→ **Try it**: Exact transcript, pictures excluded: write out every record below.

Stored records

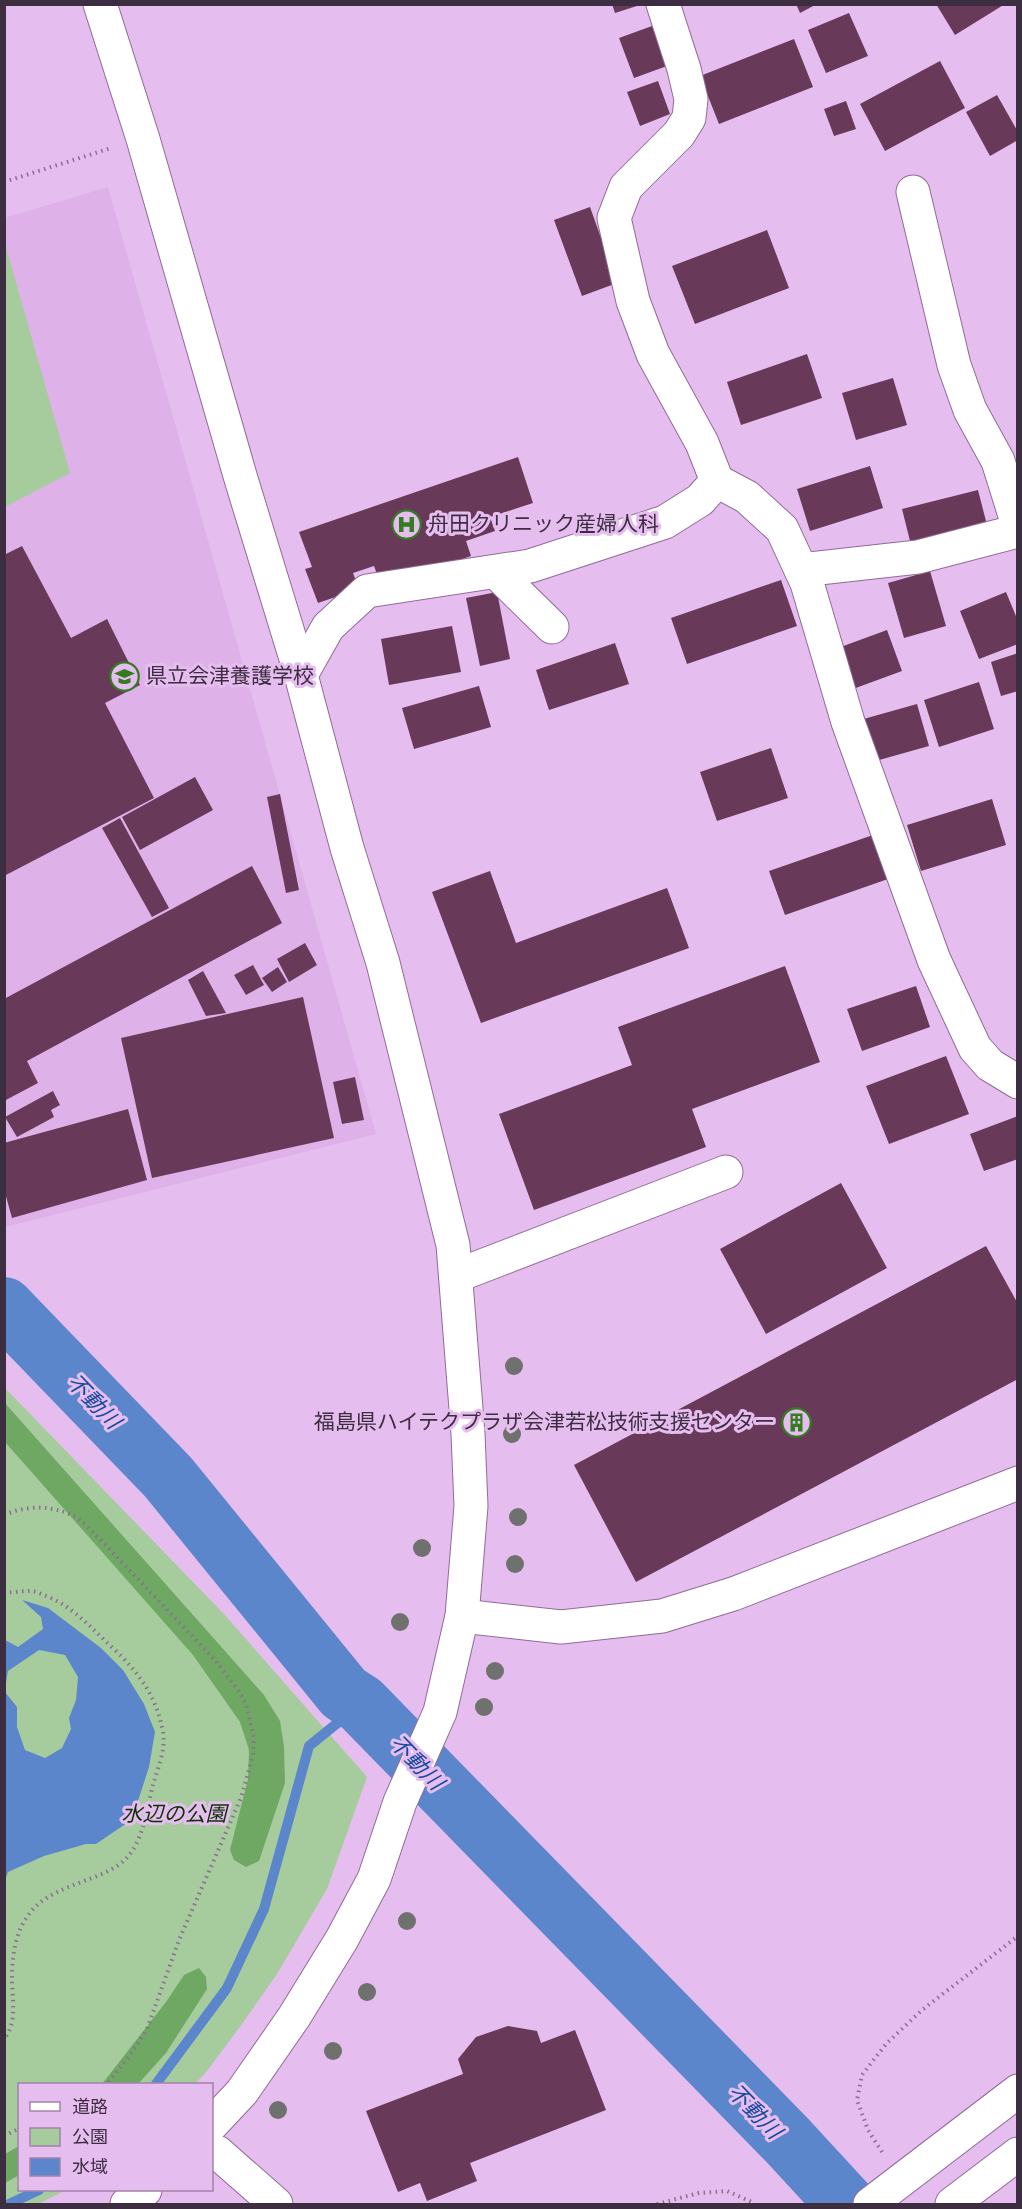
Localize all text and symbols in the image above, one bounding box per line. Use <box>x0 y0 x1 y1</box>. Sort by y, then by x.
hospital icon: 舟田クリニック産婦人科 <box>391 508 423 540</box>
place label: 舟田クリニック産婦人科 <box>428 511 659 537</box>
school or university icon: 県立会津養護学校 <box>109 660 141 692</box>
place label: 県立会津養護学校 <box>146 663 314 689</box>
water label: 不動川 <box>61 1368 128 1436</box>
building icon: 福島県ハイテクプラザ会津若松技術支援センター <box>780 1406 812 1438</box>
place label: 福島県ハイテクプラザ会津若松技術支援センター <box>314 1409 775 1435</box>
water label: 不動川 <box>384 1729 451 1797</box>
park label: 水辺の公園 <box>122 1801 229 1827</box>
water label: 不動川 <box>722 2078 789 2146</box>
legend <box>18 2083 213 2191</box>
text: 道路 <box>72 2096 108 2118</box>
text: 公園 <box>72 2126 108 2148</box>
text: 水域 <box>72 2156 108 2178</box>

→ **Reply**:
Localize all text and symbols in the image above, one bounding box per line. Use <box>x0 y0 x1 y1</box>. Sort by y, then by x.
hospital icon: 舟田クリニック産婦人科 <box>391 508 423 540</box>
place label: 舟田クリニック産婦人科 <box>428 511 659 537</box>
school or university icon: 県立会津養護学校 <box>109 660 141 692</box>
place label: 県立会津養護学校 <box>146 663 314 689</box>
water label: 不動川 <box>61 1368 128 1436</box>
building icon: 福島県ハイテクプラザ会津若松技術支援センター <box>780 1406 812 1438</box>
place label: 福島県ハイテクプラザ会津若松技術支援センター <box>314 1409 775 1435</box>
water label: 不動川 <box>384 1729 451 1797</box>
park label: 水辺の公園 <box>122 1801 229 1827</box>
water label: 不動川 <box>722 2078 789 2146</box>
legend <box>18 2083 213 2191</box>
text: 道路 <box>72 2096 108 2118</box>
text: 公園 <box>72 2126 108 2148</box>
text: 水域 <box>72 2156 108 2178</box>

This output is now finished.